Monopattini elettrici, da oggi scatta l’obbligo di targa: cosa fare per non rischiare
Entra in vigore la legge di fine 2024: circolare senza contrassegno identificativo è illegale. Sanzioni fino a 400 euro e rischio sequestro del mezzo. Non ancora obblifatoria invece l'assicurazione RC: scatterà dal 16 luglio
Da oggi, domenica 17 maggio, i monopattini elettrici senza targa non possono più circolare sulle strade pubbliche italiane. Chi viene fermato dalle forze dell’ordine senza il contrassegno identificativo rischia una sanzione amministrativa da 100 a 400 euro e, nei casi più gravi, il sequestro del mezzo. L’obbligo era già previsto dalla Legge n. 177 del 25 novembre 2024 — la riforma del Codice della Strada voluta dal ministro Salvini — ma è diventato operativo solo dopo la pubblicazione del decreto attuativo a marzo 2026, che ha fissato la scadenza di 60 giorni per adeguarsi.
Dal 16 luglio scatta anche il secondo obbligo previsto dalla legge, la polizza RC analoga a quella già prevista per auto e moto. La data era inizialmente fissata anch’essa al 16 maggio, ma è slittata su richiesta dell’ANIA per consentire alle compagnie assicurative di predisporre i prodotti necessari. La polizza dovrà riportare il codice del contrassegno identificativo: non sarà valida una generica RC capofamiglia.

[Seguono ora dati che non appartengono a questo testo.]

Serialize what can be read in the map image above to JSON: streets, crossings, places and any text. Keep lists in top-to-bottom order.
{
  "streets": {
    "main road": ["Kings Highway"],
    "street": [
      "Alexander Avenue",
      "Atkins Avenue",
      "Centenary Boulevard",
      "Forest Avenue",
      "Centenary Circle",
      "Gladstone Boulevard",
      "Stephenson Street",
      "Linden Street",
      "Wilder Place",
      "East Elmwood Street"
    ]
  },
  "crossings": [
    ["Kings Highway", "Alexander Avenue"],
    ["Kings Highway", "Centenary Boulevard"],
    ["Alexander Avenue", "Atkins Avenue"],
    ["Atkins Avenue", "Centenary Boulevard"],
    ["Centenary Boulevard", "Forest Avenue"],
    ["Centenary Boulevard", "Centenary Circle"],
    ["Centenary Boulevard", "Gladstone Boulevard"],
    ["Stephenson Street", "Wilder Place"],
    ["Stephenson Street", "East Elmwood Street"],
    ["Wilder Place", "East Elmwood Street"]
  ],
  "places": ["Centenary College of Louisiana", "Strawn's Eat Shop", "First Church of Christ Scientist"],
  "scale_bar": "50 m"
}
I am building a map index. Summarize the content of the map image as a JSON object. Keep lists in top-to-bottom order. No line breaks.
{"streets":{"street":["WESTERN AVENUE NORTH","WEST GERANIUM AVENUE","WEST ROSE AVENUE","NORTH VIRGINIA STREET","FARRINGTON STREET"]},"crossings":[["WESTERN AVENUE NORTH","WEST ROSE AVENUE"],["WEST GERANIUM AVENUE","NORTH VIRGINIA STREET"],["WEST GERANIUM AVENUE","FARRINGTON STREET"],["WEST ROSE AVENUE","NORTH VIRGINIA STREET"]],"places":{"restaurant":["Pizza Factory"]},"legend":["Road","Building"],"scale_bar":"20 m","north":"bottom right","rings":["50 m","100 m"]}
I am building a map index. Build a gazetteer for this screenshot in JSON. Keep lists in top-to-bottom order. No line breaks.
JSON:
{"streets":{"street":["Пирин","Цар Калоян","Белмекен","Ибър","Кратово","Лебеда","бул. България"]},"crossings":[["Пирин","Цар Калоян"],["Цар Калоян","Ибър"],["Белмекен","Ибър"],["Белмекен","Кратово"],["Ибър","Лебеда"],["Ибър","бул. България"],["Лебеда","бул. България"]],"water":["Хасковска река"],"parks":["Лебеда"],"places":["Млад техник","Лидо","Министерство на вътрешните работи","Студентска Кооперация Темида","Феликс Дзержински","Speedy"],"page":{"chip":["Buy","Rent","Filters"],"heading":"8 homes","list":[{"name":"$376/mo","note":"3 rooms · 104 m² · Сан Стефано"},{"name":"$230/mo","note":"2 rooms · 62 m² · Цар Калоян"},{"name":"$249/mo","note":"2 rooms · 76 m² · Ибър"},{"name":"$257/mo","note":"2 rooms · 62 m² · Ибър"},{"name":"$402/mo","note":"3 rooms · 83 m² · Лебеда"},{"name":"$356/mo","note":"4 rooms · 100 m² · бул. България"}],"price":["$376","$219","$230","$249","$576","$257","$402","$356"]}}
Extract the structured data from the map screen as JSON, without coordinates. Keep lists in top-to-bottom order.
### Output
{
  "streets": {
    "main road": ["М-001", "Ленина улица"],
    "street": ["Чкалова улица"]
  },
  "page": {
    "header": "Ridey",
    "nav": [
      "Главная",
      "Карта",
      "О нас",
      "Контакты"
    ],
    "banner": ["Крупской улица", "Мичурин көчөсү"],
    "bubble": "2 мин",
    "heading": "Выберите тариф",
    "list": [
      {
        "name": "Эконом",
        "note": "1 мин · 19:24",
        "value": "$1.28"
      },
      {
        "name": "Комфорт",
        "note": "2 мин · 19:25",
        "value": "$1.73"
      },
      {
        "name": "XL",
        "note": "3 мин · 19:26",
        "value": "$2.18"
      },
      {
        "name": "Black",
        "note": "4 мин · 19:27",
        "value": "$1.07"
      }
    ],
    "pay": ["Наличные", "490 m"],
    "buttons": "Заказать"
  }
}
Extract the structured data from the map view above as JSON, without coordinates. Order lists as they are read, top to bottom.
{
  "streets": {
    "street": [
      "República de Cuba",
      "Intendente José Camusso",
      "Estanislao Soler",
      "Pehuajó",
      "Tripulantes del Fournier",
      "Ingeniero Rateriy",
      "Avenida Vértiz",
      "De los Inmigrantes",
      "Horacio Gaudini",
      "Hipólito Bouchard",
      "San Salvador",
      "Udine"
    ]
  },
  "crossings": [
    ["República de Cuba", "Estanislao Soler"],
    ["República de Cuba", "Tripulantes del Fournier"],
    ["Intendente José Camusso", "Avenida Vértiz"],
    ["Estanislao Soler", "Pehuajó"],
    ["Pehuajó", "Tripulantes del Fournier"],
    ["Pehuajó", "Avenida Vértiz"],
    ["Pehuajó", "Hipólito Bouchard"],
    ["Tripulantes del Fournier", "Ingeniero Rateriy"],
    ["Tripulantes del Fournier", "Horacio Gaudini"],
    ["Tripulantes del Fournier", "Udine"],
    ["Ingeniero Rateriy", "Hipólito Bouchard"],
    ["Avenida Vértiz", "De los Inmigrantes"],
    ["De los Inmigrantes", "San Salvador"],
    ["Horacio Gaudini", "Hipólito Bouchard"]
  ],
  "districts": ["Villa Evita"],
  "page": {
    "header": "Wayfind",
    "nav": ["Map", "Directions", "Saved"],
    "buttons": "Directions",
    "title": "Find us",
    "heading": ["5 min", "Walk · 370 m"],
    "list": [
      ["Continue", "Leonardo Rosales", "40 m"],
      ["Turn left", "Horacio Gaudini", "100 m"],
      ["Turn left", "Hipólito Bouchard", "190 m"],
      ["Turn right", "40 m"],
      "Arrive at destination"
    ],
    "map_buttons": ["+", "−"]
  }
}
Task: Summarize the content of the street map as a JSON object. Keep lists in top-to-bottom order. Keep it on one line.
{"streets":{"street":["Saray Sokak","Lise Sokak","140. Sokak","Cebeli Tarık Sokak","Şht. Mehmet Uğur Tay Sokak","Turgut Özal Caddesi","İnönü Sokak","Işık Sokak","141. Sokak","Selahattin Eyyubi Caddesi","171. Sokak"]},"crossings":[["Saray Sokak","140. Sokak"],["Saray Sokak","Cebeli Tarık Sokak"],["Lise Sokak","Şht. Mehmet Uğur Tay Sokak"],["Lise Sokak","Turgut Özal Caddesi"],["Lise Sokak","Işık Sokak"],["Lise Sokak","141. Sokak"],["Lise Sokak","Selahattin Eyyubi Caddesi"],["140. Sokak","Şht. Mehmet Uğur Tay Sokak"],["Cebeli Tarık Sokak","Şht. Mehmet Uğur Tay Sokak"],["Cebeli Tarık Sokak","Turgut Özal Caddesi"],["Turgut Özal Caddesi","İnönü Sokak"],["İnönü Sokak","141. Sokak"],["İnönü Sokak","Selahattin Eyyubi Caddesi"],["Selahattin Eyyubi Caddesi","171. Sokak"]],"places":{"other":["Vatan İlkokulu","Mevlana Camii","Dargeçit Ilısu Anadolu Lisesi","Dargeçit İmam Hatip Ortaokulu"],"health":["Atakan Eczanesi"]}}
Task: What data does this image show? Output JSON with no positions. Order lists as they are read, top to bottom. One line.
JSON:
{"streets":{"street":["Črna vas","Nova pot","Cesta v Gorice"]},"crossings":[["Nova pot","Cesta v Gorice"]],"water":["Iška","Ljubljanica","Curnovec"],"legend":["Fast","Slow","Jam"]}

La targa che deve essere apposta al veicolo è un adesivo di 5×6 cm con un codice alfanumerico univoco, da applicare sul monopattino in una posizione visibile. La differenza fondamentale rispetto alle targhe dei veicoli a motore è che il contrassegno è legato al proprietario — al suo codice fiscale — e non al mezzo. In caso di vendita, va rimosso e il nuovo proprietario dovrà richiederne uno nuovo.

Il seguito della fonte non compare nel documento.